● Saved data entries
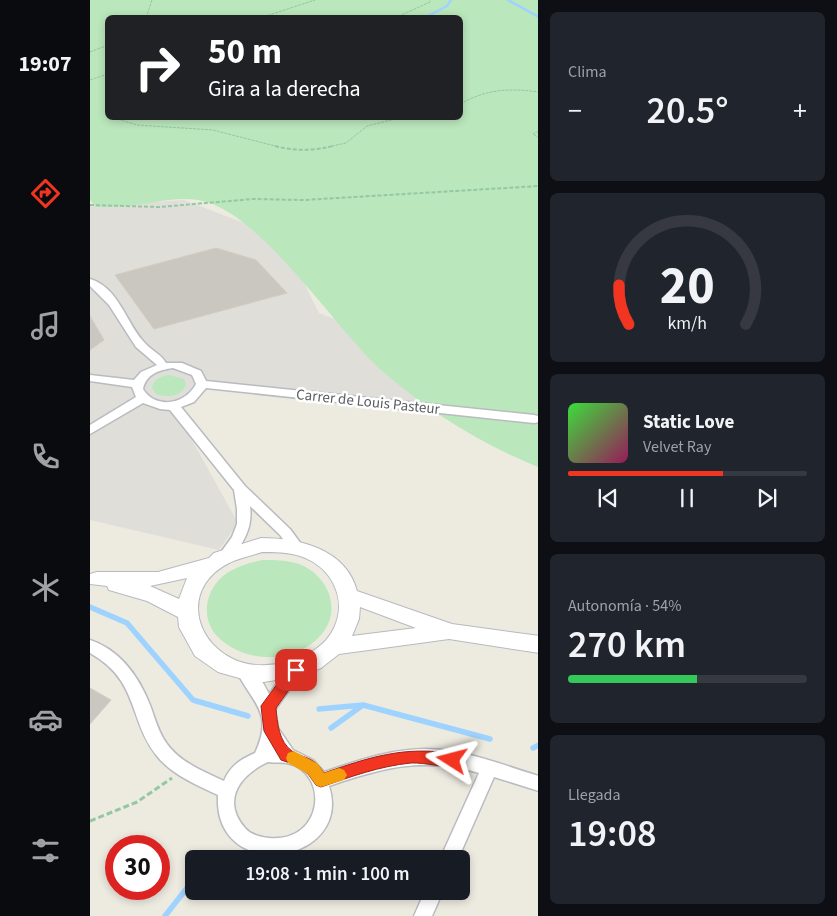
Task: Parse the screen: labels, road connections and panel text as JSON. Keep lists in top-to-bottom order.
{
  "streets": {
    "street": ["Carrer de Louis Pasteur"]
  },
  "page": {
    "tabs": "19:07",
    "tile": [
      "Clima",
      ["Autonomía · 54%", "270 km"],
      ["Llegada", "19:08"]
    ],
    "turn": ["50 m", "Gira a la derecha"],
    "heat": ["−", "20.5°", "+"],
    "song": ["Static Love", "Velvet Ray"],
    "limit": "30",
    "trip": "19:08 · 1 min · 100 m",
    "gauge": ["20", "km/h"]
  }
}
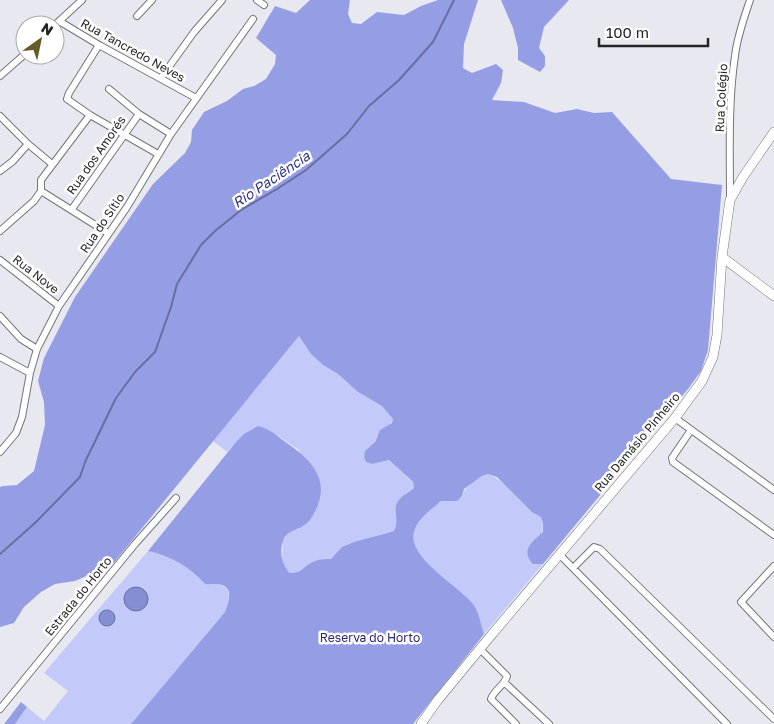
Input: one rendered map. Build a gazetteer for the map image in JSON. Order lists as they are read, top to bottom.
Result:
{
  "streets": {
    "street": [
      "Rua Tancredo Neves",
      "Rua Colégio",
      "Rua dos Amorés",
      "Rua do Sítio",
      "Rua Nove",
      "Rua Damásio Pinheiro",
      "Estrada do Horto"
    ]
  },
  "crossings": [
    ["Rua Tancredo Neves", "Rua do Sítio"],
    ["Rua Colégio", "Rua Damásio Pinheiro"],
    ["Rua do Sítio", "Rua Nove"]
  ],
  "water": ["Rio Paciência"],
  "parks": ["Reserva do Horto"],
  "scale_bar": "100 m",
  "north": "top right"
}
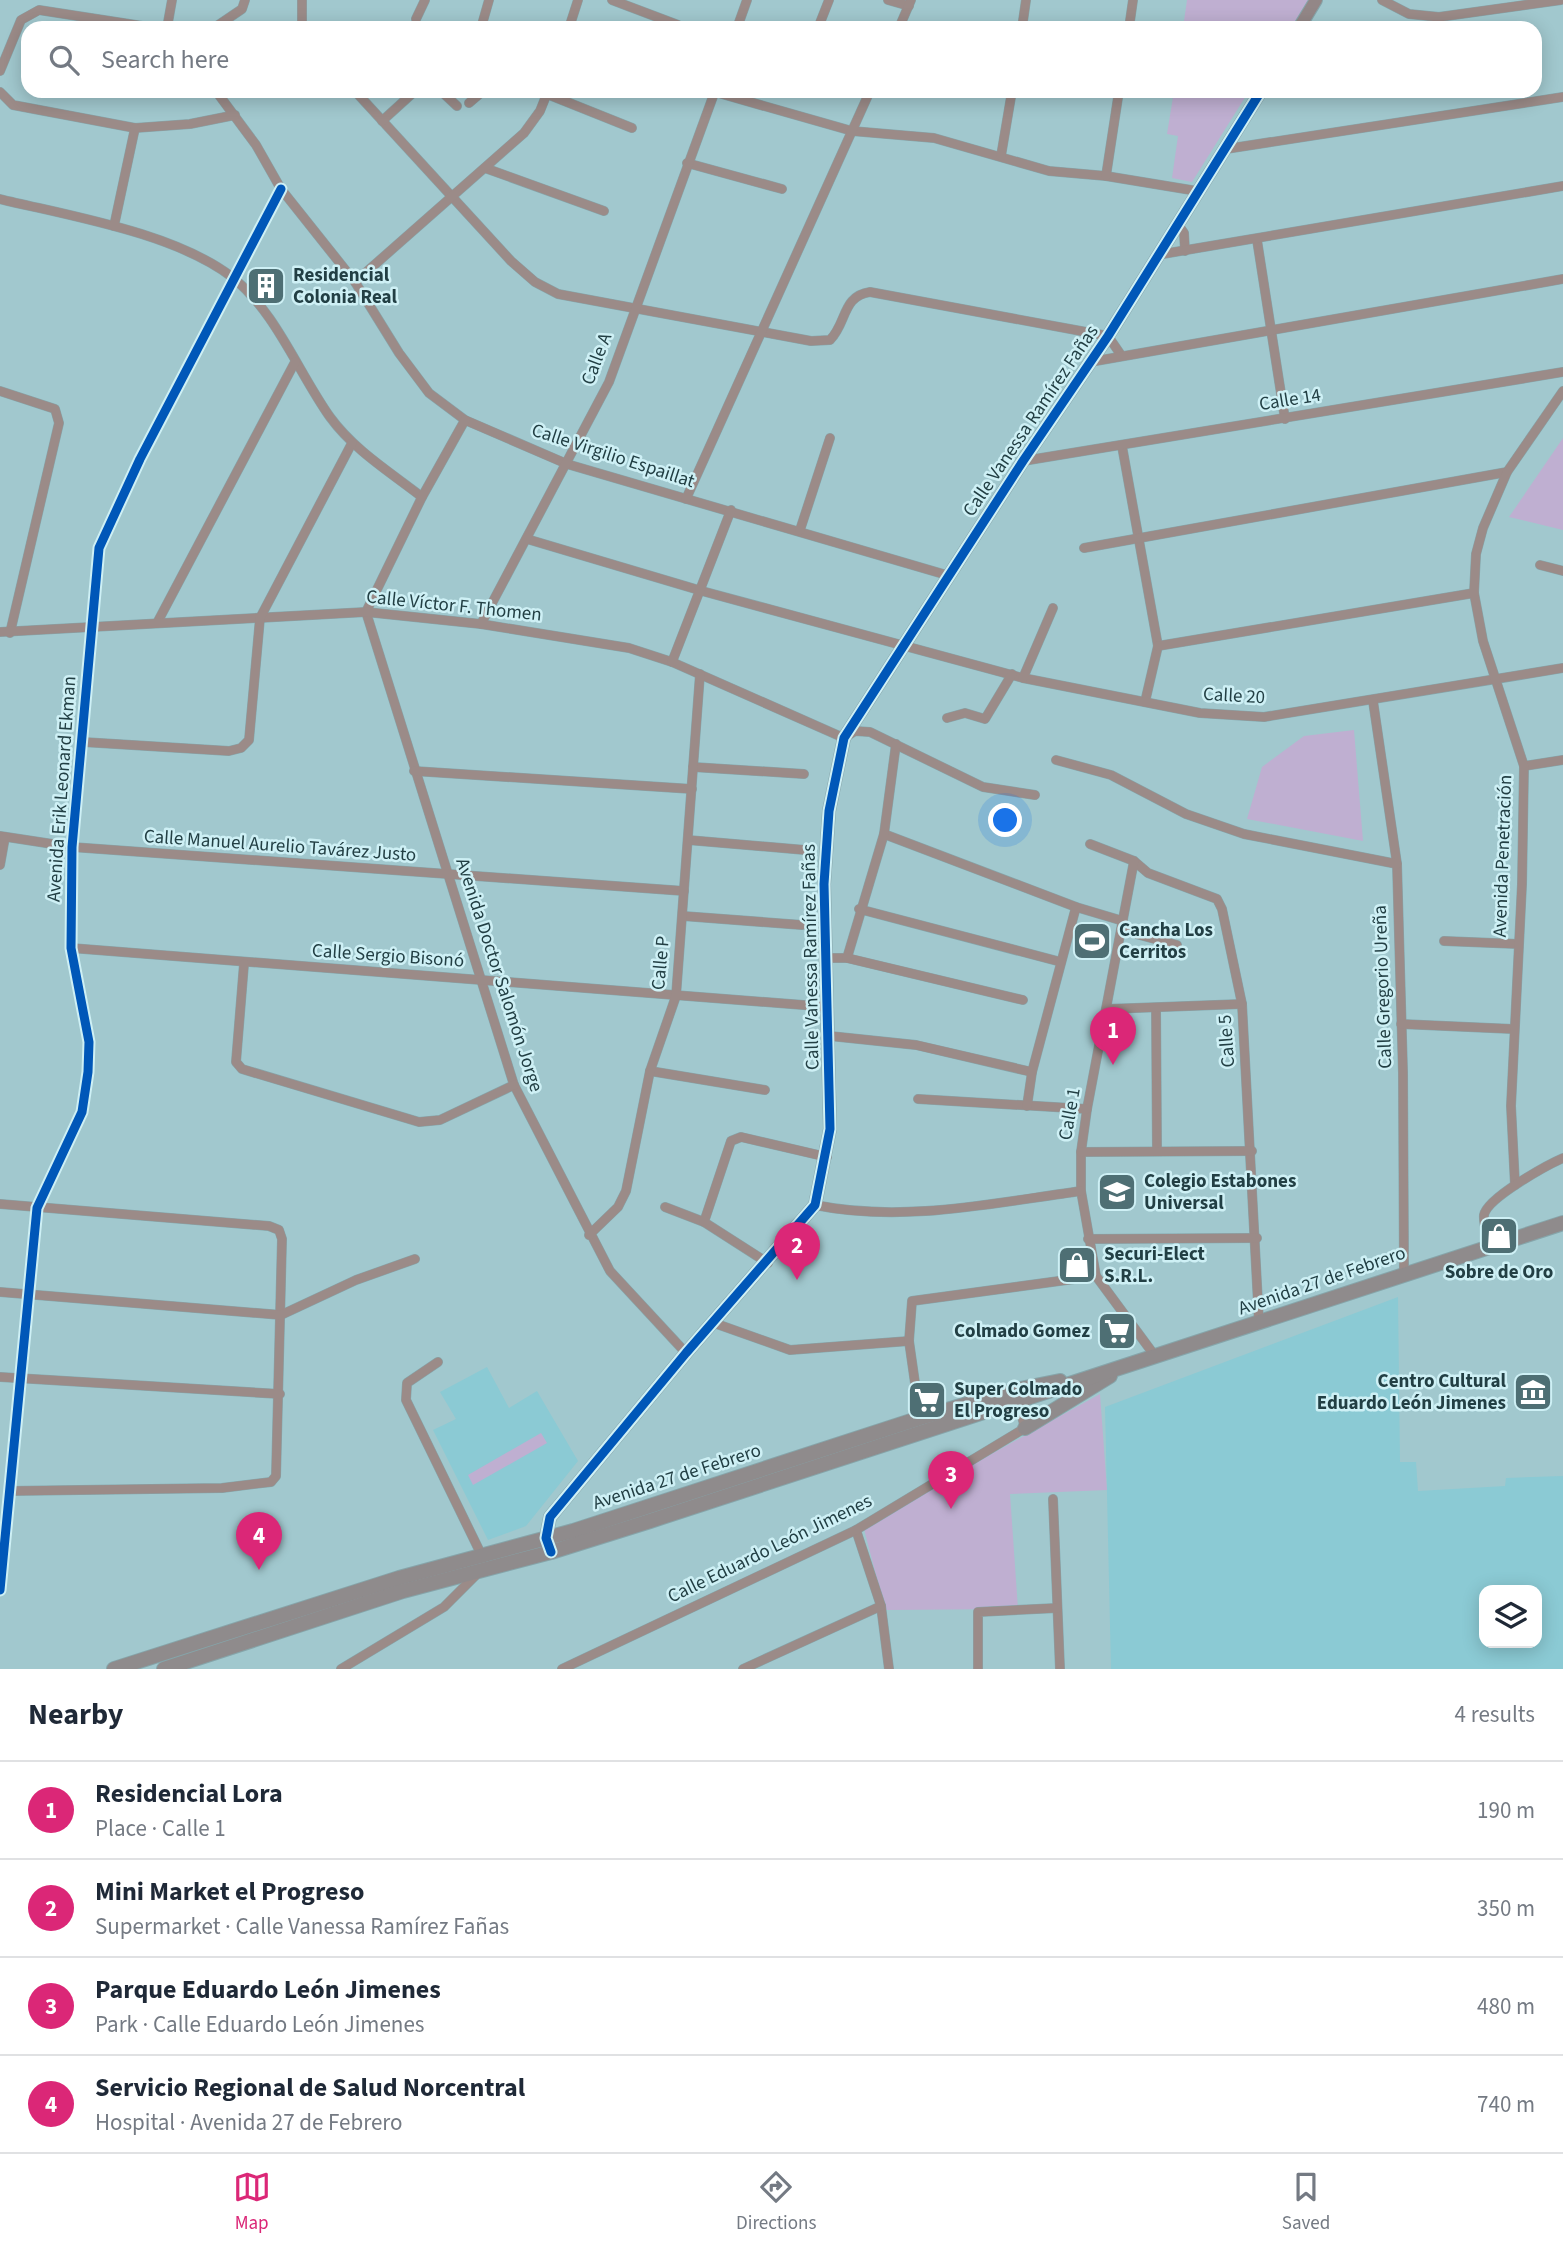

● WHAT THE TASK REQUIRES
Print all of the data exactly, and do not carry over any pictures.

● ANSWER TO THE EXERCISE
Task: Parse the screen: labels, road connections and panel text as JSON. Keep lists in top-to-bottom order.
{
  "streets": {
    "street": ["Carrer de Louis Pasteur"]
  },
  "page": {
    "tabs": "19:07",
    "tile": [
      "Clima",
      ["Autonomía · 54%", "270 km"],
      ["Llegada", "19:08"]
    ],
    "turn": ["50 m", "Gira a la derecha"],
    "heat": ["−", "20.5°", "+"],
    "song": ["Static Love", "Velvet Ray"],
    "limit": "30",
    "trip": "19:08 · 1 min · 100 m",
    "gauge": ["20", "km/h"]
  }
}
Input: one rendered map. Build a gazetteer for the map image in JSON. Order lists as they are read, top to bottom.
Result:
{
  "streets": {
    "street": [
      "Rua Tancredo Neves",
      "Rua Colégio",
      "Rua dos Amorés",
      "Rua do Sítio",
      "Rua Nove",
      "Rua Damásio Pinheiro",
      "Estrada do Horto"
    ]
  },
  "crossings": [
    ["Rua Tancredo Neves", "Rua do Sítio"],
    ["Rua Colégio", "Rua Damásio Pinheiro"],
    ["Rua do Sítio", "Rua Nove"]
  ],
  "water": ["Rio Paciência"],
  "parks": ["Reserva do Horto"],
  "scale_bar": "100 m",
  "north": "top right"
}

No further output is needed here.